Supplied material:
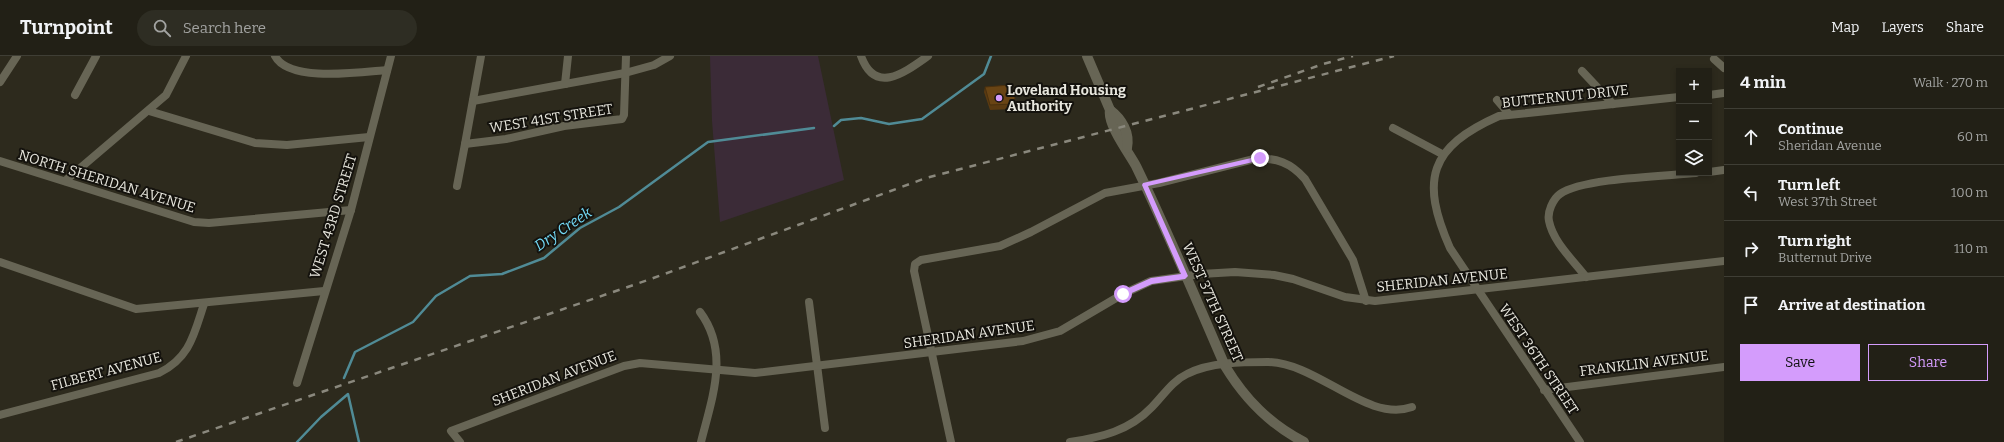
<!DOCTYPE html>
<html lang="en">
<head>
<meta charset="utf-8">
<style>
  :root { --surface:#222016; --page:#2e2d23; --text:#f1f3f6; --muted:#a2a3a1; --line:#3f3e35; --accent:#d49cfc }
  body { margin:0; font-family:Bitter,serif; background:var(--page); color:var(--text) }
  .controls { position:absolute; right:12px; top:12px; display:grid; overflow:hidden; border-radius:0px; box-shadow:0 2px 6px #0003 }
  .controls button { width:36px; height:36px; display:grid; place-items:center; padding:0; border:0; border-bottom:1px solid var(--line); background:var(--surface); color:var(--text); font:20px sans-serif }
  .stop { position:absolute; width:12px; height:12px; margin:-9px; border:3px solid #d49cfc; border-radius:50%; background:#fff }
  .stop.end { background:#d49cfc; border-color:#fff; box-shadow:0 1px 4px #0008 }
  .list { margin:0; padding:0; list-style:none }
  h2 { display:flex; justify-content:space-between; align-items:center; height:52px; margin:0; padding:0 16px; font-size:17px }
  h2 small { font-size:13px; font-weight:400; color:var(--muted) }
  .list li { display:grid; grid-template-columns:26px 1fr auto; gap:12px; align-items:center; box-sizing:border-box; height:56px; padding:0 16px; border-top:1px solid var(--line) }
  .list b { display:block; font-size:15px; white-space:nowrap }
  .list p { margin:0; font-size:13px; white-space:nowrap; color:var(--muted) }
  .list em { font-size:13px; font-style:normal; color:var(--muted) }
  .actions { display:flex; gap:8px; padding:12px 16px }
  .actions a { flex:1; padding:9px 0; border:1px solid var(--accent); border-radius:0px; text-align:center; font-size:14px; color:var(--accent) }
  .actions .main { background:var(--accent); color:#111 }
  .icon { flex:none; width:22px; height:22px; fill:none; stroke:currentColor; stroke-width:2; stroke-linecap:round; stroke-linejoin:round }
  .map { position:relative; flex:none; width:1724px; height:386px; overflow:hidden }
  header { display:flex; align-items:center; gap:24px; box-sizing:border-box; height:56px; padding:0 20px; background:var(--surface); border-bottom:1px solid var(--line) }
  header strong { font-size:19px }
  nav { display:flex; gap:22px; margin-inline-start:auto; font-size:14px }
  .search { width:280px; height:36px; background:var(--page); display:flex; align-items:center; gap:10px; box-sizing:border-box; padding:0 14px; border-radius:22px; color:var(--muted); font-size:15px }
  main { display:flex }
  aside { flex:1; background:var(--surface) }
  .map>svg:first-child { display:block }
  .commercial { fill:#3b2b37 }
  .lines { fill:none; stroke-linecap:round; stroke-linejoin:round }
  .stream { stroke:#508b96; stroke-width:2.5 }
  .minor { stroke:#676555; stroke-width:8 }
  .tertiary { stroke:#676555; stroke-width:10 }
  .rail { stroke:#8a887d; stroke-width:2.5; stroke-dasharray:7 7; stroke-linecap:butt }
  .wall { fill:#5a3a11 }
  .building { fill:#694414; stroke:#4a300e }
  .route { fill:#d49cfc }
  .poi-dot { fill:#d49cfc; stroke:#14120d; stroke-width:1.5 }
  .labels { text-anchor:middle; stroke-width:4; stroke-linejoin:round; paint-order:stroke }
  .poi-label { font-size:14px; font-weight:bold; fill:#e7e6dd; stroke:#14120d; text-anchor:start }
  .street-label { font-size:14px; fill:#e7e6dd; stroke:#14120d }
  .water-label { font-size:15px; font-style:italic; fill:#73daf7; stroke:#14120d }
</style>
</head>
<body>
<header>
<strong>Turnpoint</strong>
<div class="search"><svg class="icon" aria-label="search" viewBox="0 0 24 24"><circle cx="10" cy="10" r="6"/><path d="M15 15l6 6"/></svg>Search here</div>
<nav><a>Map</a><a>Layers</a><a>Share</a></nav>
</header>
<main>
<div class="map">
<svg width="1724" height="386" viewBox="0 0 1724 386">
  <rect width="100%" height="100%" fill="#2d2a1d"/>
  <polygon class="commercial" points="710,0 818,0 844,124 720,166 712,65"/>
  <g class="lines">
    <g class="stream">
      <polyline points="834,70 841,64 861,62 889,68 922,63 984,18 991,0"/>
      <polyline points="344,322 355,296 413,266 436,240 470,220 502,218 544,202 580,172 619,151 708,86 814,72"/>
      <polyline points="297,386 321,361 348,338 359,386"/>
    </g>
    <g class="minor">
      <path d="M275,0C289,27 361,16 387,14"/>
      <polyline points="481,0 465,88 506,83 564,70 622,63 624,59 626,0"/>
      <path d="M861,0C875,39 904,17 928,0"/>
      <polyline points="1714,3 1724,12"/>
      <polyline points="1582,15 1613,48"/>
      <polyline points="0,26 17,0"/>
      <polyline points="565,28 568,0"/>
      <polyline points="75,39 96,0"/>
      <polyline points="1709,39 1724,37"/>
      <polyline points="1497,44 1509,58"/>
      <polyline points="473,45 625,17 654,9 670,0"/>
      <polyline points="149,55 255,87 287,89 369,81"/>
      <polyline points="1393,72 1442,98"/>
      <polyline points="0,105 194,166 209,167 351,154"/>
      <polyline points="1709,116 1724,114"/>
      <polyline points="65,125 166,39 186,0"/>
      <polyline points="457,130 465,88"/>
      <polyline points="0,206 136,253 324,235"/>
      <path d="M1586,221C1573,204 1553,186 1549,165C1547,156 1553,143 1560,138C1582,122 1667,120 1696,117"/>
      <polyline points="809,246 825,372"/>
      <path d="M700,256C730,296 712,342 701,386"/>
      <polyline points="297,327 351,154 391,0"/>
      <polyline points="1544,334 1724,311"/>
      <path d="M0,359L159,317C190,302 194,278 204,248"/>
      <polyline points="460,386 451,375 624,310 640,307 755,317 1023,285 1060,275 1123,238 1151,225 1201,218 1235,216 1274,219 1293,223 1345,241 1375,245 1724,205"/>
      <path d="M951,386L914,215L915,208L921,204L1000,190L1031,176L1105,137L1159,127L1254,103C1276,101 1291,107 1305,123L1353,204L1366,245"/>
      <path d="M1070,386C1102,381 1129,375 1152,351C1163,340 1172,325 1187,318C1210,306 1243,306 1268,306C1318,307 1367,367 1412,351"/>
      <path d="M1580,386L1450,192C1420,124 1429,91 1499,60L1679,41"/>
    </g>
    <g class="tertiary">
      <path d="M1087,0L1110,54C1107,68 1129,97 1136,110C1168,176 1196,243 1225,310C1245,343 1269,368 1304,386"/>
      <path d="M1110,54C1122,63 1130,77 1127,92"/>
    </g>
    <g class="rail">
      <polyline points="1258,31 1323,8 1353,0"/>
      <polyline points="176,386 648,224 926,122 1394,0"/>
    </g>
  </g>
  <polygon class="wall" points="985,31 1015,42 1014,47 1012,53 990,54 984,36"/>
  <polygon class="building" points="1010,29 1015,42 1013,48 990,49 985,31"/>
  <polygon class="route" points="1260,100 1263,102 1262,104 1148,130 1188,220 1185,223 1152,228 1125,240 1120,240 1120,236 1151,222 1181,218 1142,129 1143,127"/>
  <circle class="poi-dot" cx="999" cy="42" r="4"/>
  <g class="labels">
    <g class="poi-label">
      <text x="1007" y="39">Loveland Housing<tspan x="1007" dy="16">Authority</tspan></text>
    </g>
    <g class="street-label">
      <text transform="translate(1565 40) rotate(-6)" y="5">BUTTERNUT DRIVE</text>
      <text transform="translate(551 62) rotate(-9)" y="5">WEST 41ST STREET</text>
      <text transform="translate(107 125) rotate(17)" y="5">NORTH SHERIDAN AVENUE</text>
      <text transform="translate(333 160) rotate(-73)" y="5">WEST 43RD STREET</text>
      <text transform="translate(1442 224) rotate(-6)" y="5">SHERIDAN AVENUE</text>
      <text transform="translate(1213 246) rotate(66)" y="5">WEST 37TH STREET</text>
      <text transform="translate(969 278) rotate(-8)" y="5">SHERIDAN AVENUE</text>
      <text transform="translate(1539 303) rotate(56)" y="5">WEST 36TH STREET</text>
      <text transform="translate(1644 307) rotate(-7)" y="5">FRANKLIN AVENUE</text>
      <text transform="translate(106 315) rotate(-15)" y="5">FILBERT AVENUE</text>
      <text transform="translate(554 322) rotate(-21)" y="5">SHERIDAN AVENUE</text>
    </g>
    <g class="water-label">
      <text transform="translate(563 173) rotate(-34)" y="5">Dry Creek</text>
    </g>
  </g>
</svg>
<div class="controls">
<button>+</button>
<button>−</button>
<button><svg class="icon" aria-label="layers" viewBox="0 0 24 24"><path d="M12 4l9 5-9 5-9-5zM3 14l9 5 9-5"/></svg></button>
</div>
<div class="stop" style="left:1123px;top:238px"></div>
<div class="stop end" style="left:1260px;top:102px"></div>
</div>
<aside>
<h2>4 min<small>Walk · 270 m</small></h2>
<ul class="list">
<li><svg class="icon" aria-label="ahead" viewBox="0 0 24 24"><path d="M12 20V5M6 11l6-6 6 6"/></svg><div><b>Continue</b><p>Sheridan Avenue</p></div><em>60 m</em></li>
<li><svg class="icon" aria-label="left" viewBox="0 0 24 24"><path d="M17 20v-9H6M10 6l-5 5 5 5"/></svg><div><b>Turn left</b><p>West 37th Street</p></div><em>100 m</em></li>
<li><svg class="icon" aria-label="right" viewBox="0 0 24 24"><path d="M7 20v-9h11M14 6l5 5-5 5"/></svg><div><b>Turn right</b><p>Butternut Drive</p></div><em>110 m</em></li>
<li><svg class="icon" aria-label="arrive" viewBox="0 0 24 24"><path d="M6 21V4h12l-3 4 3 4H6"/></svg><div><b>Arrive at destination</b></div></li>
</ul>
<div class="actions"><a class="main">Save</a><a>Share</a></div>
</aside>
</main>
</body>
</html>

Your objective:
Each line of the records that holds the word "grid" should be copied out.

Solution below:
  .controls { position:absolute; right:12px; top:12px; display:grid; overflow:hidden; border-radius:0px; box-shadow:0 2px 6px #0003 }
  .controls button { width:36px; height:36px; display:grid; place-items:center; padding:0; border:0; border-bottom:1px solid var(--line); background:var(--surface); color:var(--text); font:20px sans-serif }
  .list li { display:grid; grid-template-columns:26px 1fr auto; gap:12px; align-items:center; box-sizing:border-box; height:56px; padding:0 16px; border-top:1px solid var(--line) }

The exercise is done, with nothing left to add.